◆ EXERCISE AIM
Find how many lines below mention "rows". Nothing but the number is needed.

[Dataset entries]
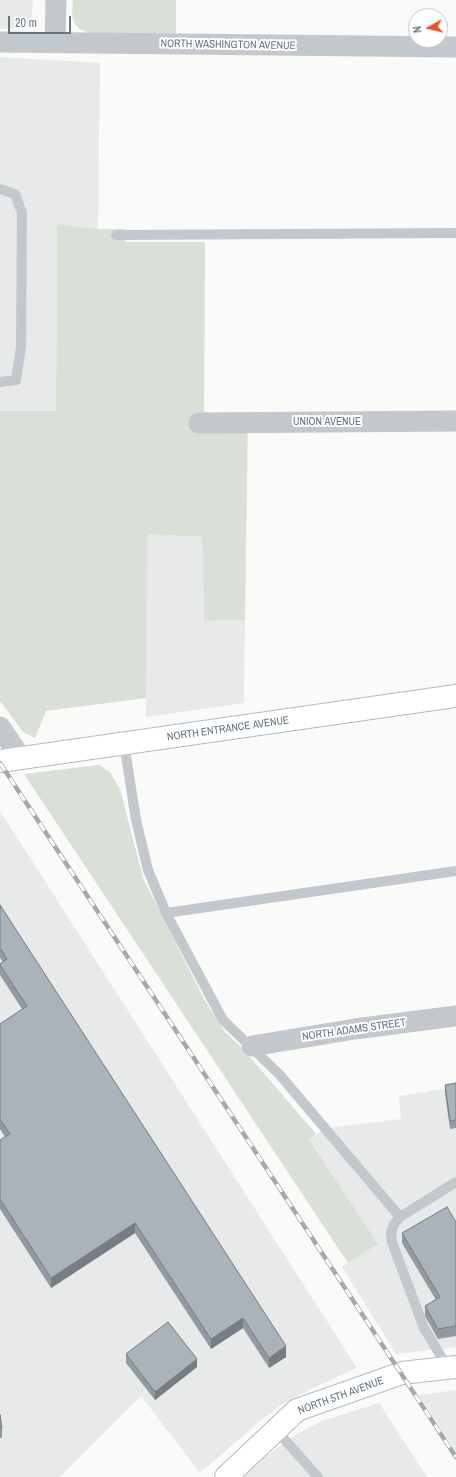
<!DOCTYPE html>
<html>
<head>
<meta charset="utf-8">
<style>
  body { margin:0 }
  #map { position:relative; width:456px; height:1477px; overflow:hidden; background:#fafaf8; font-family:"Archivo Narrow",sans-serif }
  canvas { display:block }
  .north { position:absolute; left:408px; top:8px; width:40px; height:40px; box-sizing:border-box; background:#fff; border:1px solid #c1c8cd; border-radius:50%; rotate:262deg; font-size:11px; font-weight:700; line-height:16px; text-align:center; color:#657683 }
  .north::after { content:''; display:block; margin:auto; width:14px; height:18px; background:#e4572e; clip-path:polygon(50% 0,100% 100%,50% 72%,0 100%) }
  .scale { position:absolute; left:8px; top:16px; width:63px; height:18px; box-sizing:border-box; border:2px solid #657683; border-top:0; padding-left:5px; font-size:12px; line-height:14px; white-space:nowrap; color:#657683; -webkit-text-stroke:3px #fff; paint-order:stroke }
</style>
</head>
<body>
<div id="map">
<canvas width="456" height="1477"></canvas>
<div class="north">N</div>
<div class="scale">20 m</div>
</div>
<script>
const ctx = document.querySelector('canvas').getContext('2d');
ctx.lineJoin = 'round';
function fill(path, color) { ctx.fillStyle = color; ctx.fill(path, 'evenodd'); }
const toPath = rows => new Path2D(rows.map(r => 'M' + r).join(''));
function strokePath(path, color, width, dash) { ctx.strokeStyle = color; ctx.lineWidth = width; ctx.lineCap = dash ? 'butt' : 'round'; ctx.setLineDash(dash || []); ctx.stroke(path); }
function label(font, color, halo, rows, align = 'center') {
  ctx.font = font + ' "Archivo Narrow",sans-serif'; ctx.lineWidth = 4; ctx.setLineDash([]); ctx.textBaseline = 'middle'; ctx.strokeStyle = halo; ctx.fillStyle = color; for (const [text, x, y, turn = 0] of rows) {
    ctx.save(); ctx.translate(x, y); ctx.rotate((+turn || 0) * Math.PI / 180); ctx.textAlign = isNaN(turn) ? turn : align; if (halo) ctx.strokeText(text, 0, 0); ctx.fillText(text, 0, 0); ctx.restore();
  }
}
const built = toPath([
  [0,0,33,0,31,24,24,28,0,29],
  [0,57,100,63,98,229,57,224,56,411,0,411],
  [146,534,202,537,204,621,245,620,244,703,146,717],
  [0,811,357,1368,315,1387,281,1405,259,1422,200,1473,141,1396,60,1477,0,1477],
  [456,1087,456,1347,396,1354,342,1267,377,1244,309,1138,328,1128,401,1119,399,1096],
  [456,1390,456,1451,419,1395],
  [379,1403,427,1477,244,1477,264,1458,292,1437,322,1421]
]);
const green = toPath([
  [73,0,176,0,176,34,90,33,81,30,75,24,72,16],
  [57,224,98,229,125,229,125,242,205,242,204,414,248,414,245,620,204,621,202,537,147,534,146,698,46,711,35,738,23,732,0,701,0,411,56,411],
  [99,765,110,772,120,789,143,878,204,999,225,1032,243,1049,316,1134,309,1139,378,1244,348,1263,24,774]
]);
const lane = toPath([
  [0,189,15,194,22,213,21,347,16,380,0,382],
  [116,235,456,233],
  [124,743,136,820,148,870,166,913,223,1020,279,1074,400,1217],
  [166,913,456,871],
  [448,1368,424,1328,392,1242,391,1233,394,1224,400,1217,456,1182],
  [276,1430,318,1477]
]);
const street = toPath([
  [0,42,456,47],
  [55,43,56,0],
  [199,423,456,421],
  [0,727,21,758],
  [252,1046,355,1029,456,1016]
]);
const secondary = toPath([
  [0,761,456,696],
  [226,1477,297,1410,402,1373,456,1367]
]);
const rail = toPath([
  [0,763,456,1457]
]);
const wall = toPath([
  [0,905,286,1357,269,1368,243,1328,211,1349,135,1233,51,1288,0,1209,0,1140,5,1137,0,1129,0,1024,22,1009,0,975,0,964,3,962,0,958],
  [456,1083,456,1128,450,1129,445,1093,445,1085],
  [456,1222,456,1336,438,1339,425,1316,425,1306,436,1300,402,1243,402,1233],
  [126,1354,197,1367,155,1400,126,1363],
  [0,1415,2,1428,2,1438,0,1438]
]);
const shadedWall = toPath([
  [135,1223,135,1233,51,1288,51,1278],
  [243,1318,243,1328,211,1349,211,1339],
  [286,1346,286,1357,269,1368,269,1358],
  [197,1359,197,1367,155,1400,155,1392]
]);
const building = toPath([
  [0,905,286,1346,269,1358,243,1318,211,1339,135,1223,51,1278,0,1199,0,1140,10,1134,0,1119,0,1024,27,1006,0,965,0,964,7,959,0,948,0,905],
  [456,1083,456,1120,450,1121,445,1085,456,1083],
  [447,1207,456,1222,456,1326,438,1329,425,1306,440,1297,402,1233,447,1207],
  [168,1322,197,1359,155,1392,126,1354,168,1322],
  [0,1415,2,1428,0,1428,0,1415]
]);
const streetNames = [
  ["NORTH WASHINGTON AVENUE",228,45,1],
  ["UNION AVENUE",327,422],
  ["NORTH ENTRANCE AVENUE",228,729,-8],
  ["NORTH ADAMS STREET",354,1030,-8],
  ["NORTH 5TH AVENUE",341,1396,-20]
];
fill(built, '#e8e9e9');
fill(green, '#dadfd7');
strokePath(secondary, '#b3babf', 24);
strokePath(lane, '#c3c8cc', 10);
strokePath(street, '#c3c8cc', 21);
strokePath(secondary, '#fff', 22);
strokePath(rail, '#a2aab0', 4.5);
strokePath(rail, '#fff', 3, [9]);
fill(wall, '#929a9f');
fill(shadedWall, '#777d82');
fill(building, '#aab3b9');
strokePath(building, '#777d82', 1);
label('11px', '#657683', '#fff', streetNames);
</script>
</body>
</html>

◆ ANSWER BOX
3